This is insightful:
Since then, on occasion, I have been accused of bitterness when I wasn’t. I was angry. There’s a difference between anger and bitterness. I made great progress in my own healing and health when I was able to give myself permission to be angry. Unlike bitterness, anger is neutral. Even Jesus was angry. Appropriately handled, anger can be a God given force toward freedom from bondage.

Charis, this is soooo true.
Bitterness is a root.
And men who teach against bitterness in women go about it all wrong.
Their advice doesn’t get to the bottom of it.
They just don’t want to deal with it so they try to sweep it away and shame women into appropriate, male-approved behavior.
(Just sit here at my feet cause I like it when you’re sweet and you know it ain’t feminine to fight )

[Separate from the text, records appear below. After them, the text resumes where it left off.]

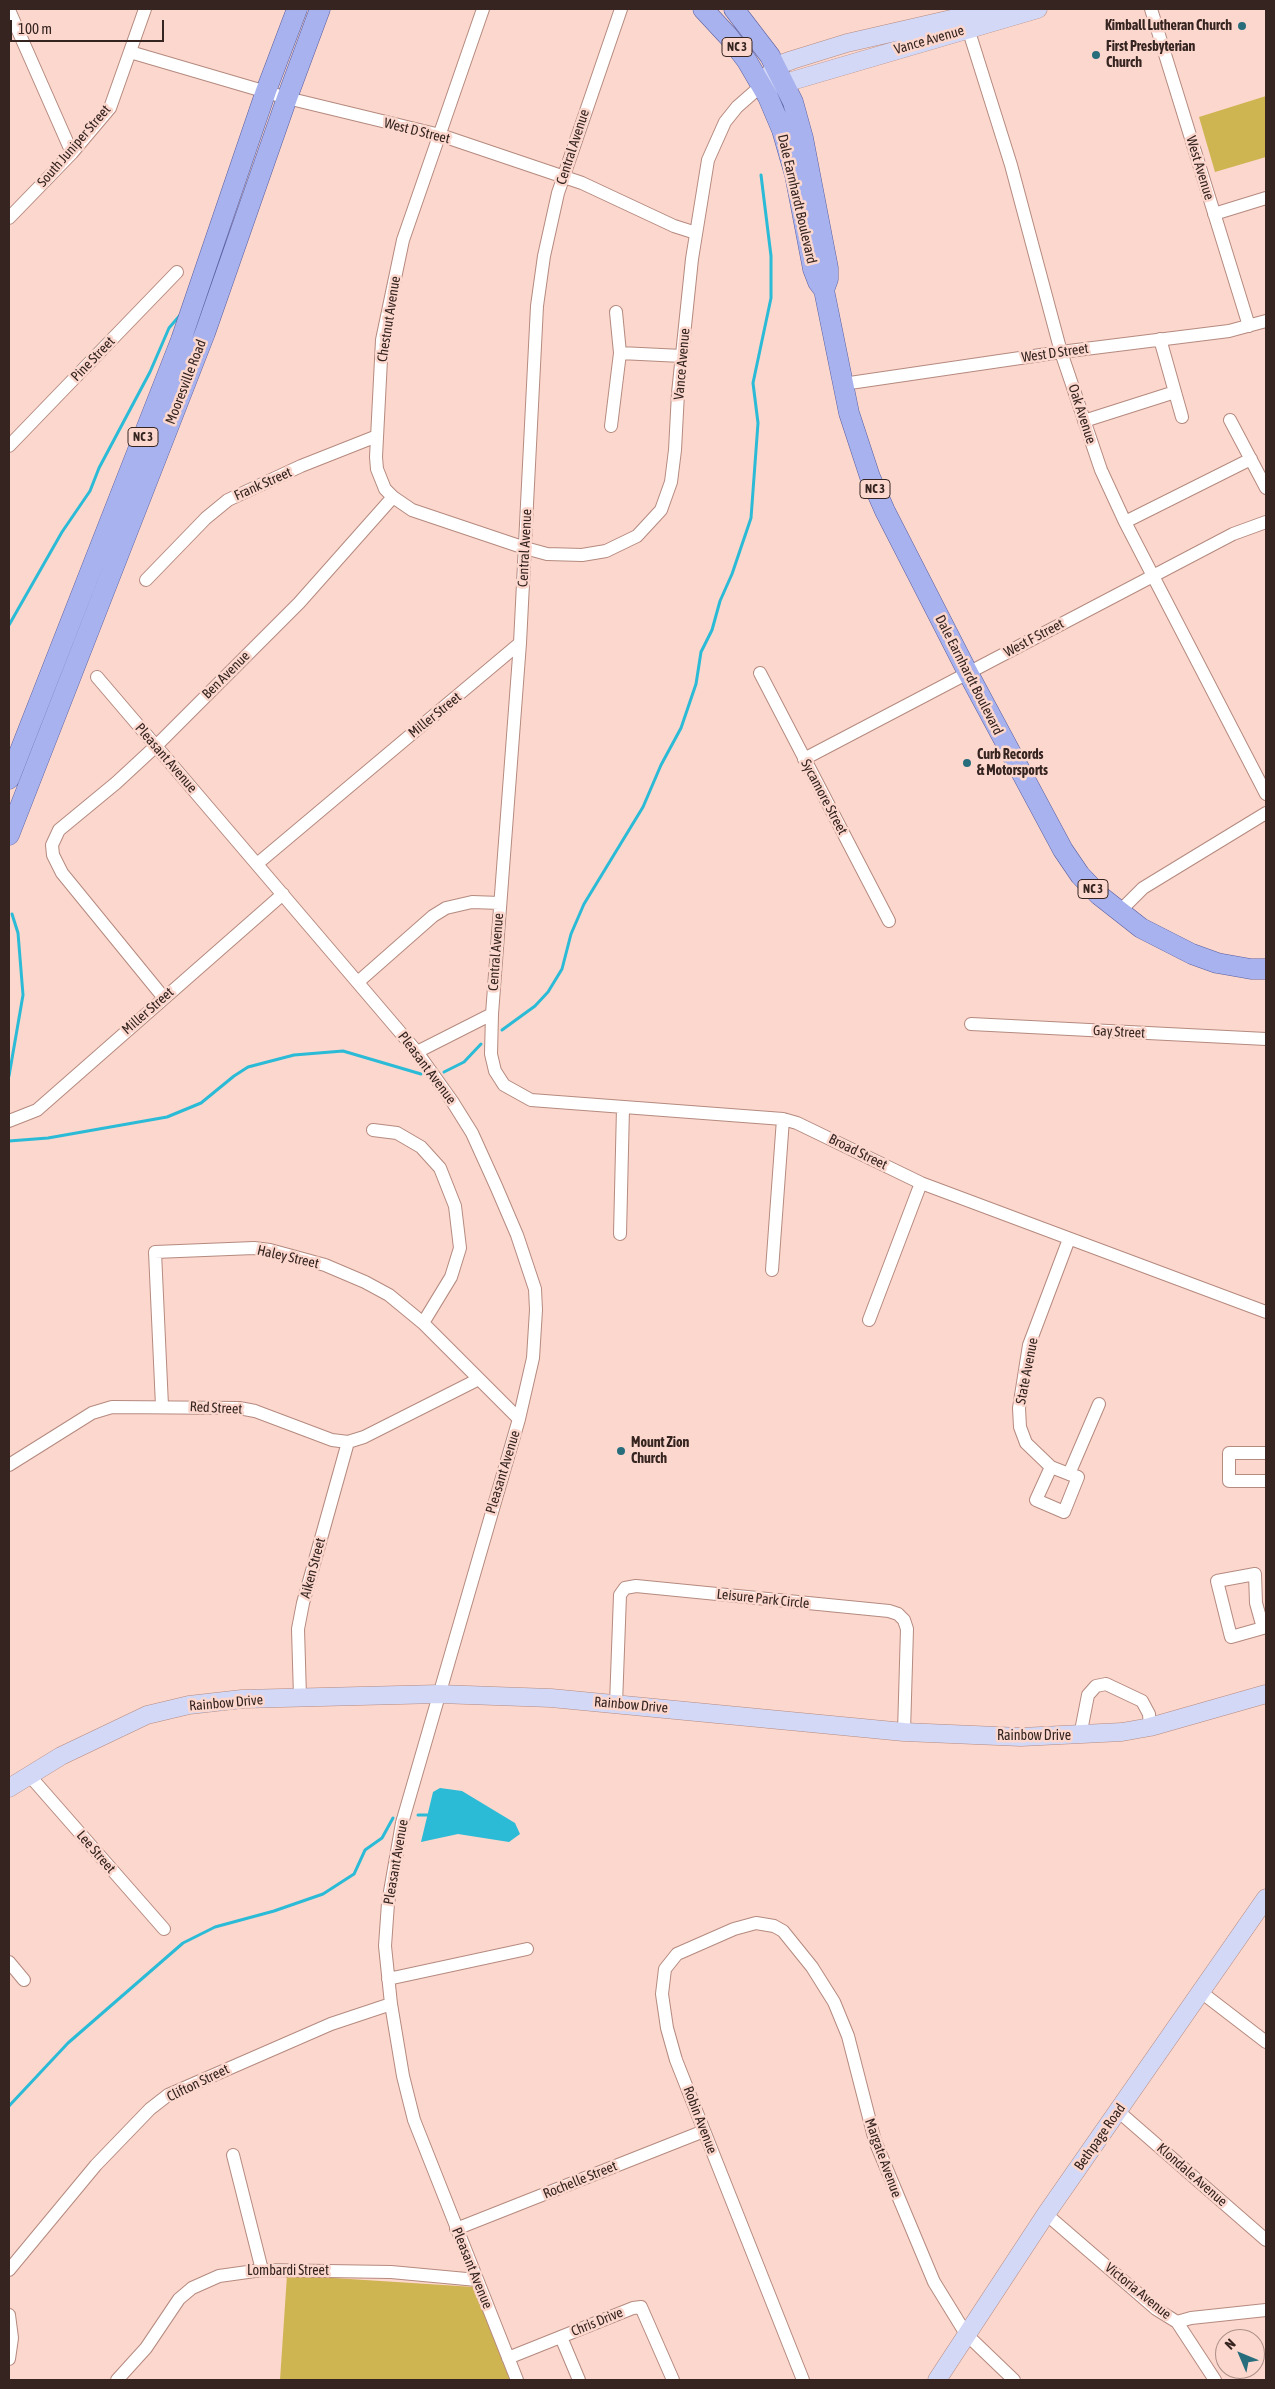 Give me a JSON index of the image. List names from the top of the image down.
{
  "streets": {
    "main road": [
      "Vance Avenue",
      "NC 3",
      "Dale Earnhardt Boulevard",
      "Mooresville Road",
      "Rainbow Drive",
      "Bethpage Road"
    ],
    "street": [
      "West D Street",
      "South Juniper Street",
      "Central Avenue",
      "West Avenue",
      "Chestnut Avenue",
      "Pine Street",
      "Oak Avenue",
      "Frank Street",
      "West F Street",
      "Ben Avenue",
      "Miller Street",
      "Pleasant Avenue",
      "Sycamore Street",
      "Gay Street",
      "Broad Street",
      "Haley Street",
      "State Avenue",
      "Red Street",
      "Aiken Street",
      "Leisure Park Circle",
      "Lee Street",
      "Clifton Street",
      "Robin Avenue",
      "Margate Avenue",
      "Klondale Avenue",
      "Rochelle Street",
      "Lombardi Street",
      "Victoria Avenue",
      "Chris Drive"
    ]
  },
  "crossings": [
    ["Vance Avenue", "West D Street"],
    ["Vance Avenue", "Central Avenue"],
    ["Vance Avenue", "Dale Earnhardt Boulevard"],
    ["Vance Avenue", "Chestnut Avenue"],
    ["Vance Avenue", "Oak Avenue"],
    ["West D Street", "South Juniper Street"],
    ["West D Street", "Central Avenue"],
    ["West D Street", "West Avenue"],
    ["West D Street", "Dale Earnhardt Boulevard"],
    ["West D Street", "Chestnut Avenue"],
    ["West D Street", "Mooresville Road"],
    ["West D Street", "Oak Avenue"],
    ["Central Avenue", "Chestnut Avenue"],
    ["Central Avenue", "Miller Street"],
    ["Central Avenue", "Broad Street"],
    ["Dale Earnhardt Boulevard", "West F Street"],
    ["Chestnut Avenue", "Frank Street"],
    ["Chestnut Avenue", "Ben Avenue"],
    ["Oak Avenue", "West F Street"],
    ["West F Street", "Sycamore Street"],
    ["Ben Avenue", "Miller Street"],
    ["Ben Avenue", "Pleasant Avenue"],
    ["Miller Street", "Pleasant Avenue"],
    ["Pleasant Avenue", "Haley Street"],
    ["Pleasant Avenue", "Rainbow Drive"],
    ["Pleasant Avenue", "Clifton Street"],
    ["Pleasant Avenue", "Rochelle Street"],
    ["Pleasant Avenue", "Lombardi Street"],
    ["Pleasant Avenue", "Chris Drive"],
    ["Broad Street", "State Avenue"],
    ["Haley Street", "Red Street"],
    ["Red Street", "Aiken Street"],
    ["Aiken Street", "Rainbow Drive"],
    ["Leisure Park Circle", "Rainbow Drive"],
    ["Rainbow Drive", "Lee Street"],
    ["Robin Avenue", "Margate Avenue"],
    ["Robin Avenue", "Rochelle Street"],
    ["Bethpage Road", "Margate Avenue"],
    ["Bethpage Road", "Klondale Avenue"],
    ["Bethpage Road", "Victoria Avenue"]
  ],
  "places": [
    "Kimball Lutheran Church",
    "First Presbyterian Church",
    "Curb Records & Motorsports",
    "Mount Zion Church"
  ],
  "scale_bar": "100 m",
  "north": "top left"
}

Thank God that He is NOT afraid of the bitter root, nor does He feel compelled to shame us into certain behavior.
He cares about our hearts and what is going on in them.
He is gentle and loving and healing to our hearts.
May every woman find her way to the healing waters of God.
“Unlike bitterness, anger is neutral. Even Jesus was angry. Appropriately handled, anger can be a God given force toward freedom from bondage.”
I saw that Jesus got angry in the bible.
What I think in my heart is that anger is so natural, and a catalyst for change.
I wish that I would be blessed with not getting angry, but I wish more that I can be blessed with the ability to hold my tongue and wrath in everything I do.
Sometimes I will wake up, angrily talking to someone who is angry at me. It seems to take so much longer to let the steam out, when I HAVE to turn away. Everything just spins. Sometimes for longer than a day.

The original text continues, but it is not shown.